Campion: Debugging Router Configuration Differences
ACM SIGCOMM Conference (SIGCOMM 2021), August 23-27, 2021.
Alan Tang, Siva Kesava Reddy Kakarla, Ryan Beckett, Ennan Zhai, Matt Brown, Todd Millstein, Yuval Tamir, George Varghese
We present a new approach for debugging two router configurations
that are intended to be behaviorally equivalent. Existing router verification
techniques cannot identify all differences or localize those
differences to relevant configuration lines. Our approach addresses
these limitations through a modular analysis, which separately analyzes
pairs of corresponding configuration components. It handles
all router components that affect routing and forwarding, including
configuration for BGP, OSPF, static routes, route maps and ACLs.

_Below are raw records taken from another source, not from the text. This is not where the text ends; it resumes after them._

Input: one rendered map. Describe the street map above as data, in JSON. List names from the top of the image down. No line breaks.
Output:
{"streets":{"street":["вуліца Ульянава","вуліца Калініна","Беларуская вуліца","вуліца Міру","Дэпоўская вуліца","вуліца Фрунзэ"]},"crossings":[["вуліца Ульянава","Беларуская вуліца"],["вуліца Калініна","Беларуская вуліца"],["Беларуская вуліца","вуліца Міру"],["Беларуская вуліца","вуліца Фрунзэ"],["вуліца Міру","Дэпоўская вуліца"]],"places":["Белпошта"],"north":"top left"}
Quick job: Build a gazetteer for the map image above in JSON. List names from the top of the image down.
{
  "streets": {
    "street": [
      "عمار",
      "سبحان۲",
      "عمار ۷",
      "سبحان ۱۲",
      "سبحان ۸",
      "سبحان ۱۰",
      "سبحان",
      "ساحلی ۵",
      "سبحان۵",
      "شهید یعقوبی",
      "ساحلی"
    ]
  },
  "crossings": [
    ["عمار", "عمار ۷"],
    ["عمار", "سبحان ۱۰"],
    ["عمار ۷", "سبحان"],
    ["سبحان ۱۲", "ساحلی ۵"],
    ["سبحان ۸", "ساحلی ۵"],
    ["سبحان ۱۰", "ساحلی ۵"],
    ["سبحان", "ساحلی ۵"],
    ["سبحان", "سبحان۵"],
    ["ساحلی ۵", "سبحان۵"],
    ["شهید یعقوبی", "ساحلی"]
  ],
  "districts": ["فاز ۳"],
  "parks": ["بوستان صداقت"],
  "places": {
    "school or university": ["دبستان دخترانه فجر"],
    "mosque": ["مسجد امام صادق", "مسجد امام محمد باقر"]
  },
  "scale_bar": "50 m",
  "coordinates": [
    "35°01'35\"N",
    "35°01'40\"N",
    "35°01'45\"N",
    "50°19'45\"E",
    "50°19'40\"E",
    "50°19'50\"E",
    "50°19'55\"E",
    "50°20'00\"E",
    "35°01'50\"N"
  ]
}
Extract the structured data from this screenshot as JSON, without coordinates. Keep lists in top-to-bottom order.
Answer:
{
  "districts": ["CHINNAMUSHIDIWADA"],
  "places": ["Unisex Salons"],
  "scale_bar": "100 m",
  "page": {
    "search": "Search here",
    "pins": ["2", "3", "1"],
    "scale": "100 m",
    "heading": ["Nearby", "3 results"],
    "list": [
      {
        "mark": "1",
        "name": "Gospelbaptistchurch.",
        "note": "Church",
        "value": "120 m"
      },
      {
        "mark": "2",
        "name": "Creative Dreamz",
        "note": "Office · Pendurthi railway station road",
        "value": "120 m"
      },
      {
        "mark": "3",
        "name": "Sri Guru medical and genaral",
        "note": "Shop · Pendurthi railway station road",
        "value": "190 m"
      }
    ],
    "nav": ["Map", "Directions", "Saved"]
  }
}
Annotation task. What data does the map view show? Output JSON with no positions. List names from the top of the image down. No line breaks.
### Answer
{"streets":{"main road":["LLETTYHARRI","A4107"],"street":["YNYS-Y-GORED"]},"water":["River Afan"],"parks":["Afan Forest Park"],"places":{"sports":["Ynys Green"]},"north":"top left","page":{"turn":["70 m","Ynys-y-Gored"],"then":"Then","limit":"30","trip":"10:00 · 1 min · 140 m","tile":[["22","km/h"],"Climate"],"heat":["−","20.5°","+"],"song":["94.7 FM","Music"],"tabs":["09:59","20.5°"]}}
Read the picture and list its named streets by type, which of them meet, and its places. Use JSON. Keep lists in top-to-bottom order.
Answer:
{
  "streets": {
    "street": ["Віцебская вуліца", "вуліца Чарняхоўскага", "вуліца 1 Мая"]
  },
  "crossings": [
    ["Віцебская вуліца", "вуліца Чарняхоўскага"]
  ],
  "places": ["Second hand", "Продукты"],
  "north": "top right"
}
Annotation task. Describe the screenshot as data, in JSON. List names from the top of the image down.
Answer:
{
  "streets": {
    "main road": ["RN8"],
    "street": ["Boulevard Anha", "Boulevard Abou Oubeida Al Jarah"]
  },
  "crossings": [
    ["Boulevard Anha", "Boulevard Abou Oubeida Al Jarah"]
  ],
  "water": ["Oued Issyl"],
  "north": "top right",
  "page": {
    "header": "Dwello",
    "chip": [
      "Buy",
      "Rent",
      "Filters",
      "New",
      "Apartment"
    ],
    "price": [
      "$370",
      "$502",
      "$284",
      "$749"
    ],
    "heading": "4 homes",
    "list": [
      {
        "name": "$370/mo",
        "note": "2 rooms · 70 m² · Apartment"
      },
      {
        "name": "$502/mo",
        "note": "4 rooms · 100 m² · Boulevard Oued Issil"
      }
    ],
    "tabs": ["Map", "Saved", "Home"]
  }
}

Further, for many configuration components our modular approach
enables simple structural equivalence checks to be used without
additional loss of precision versus modular semantic checks, aiding
both efficiency and error localization. We implemented this
approach in the tool Campion and applied it to debugging pairs
of backup routers from different manufacturers and validating replacement
of critical routers. Campion analyzed 30 proposed router
replacements in a production cloud network and proactively detected
four configuration bugs, including a route reflector bug that
could have caused a severe outage. Campion also found multiple
differences between backup routers from different vendors in a
university network. These were undetected for three years, and depended
on subtle semantic differences that the operators said they
were "highly unlikely" to detect by "just eyeballing the configs."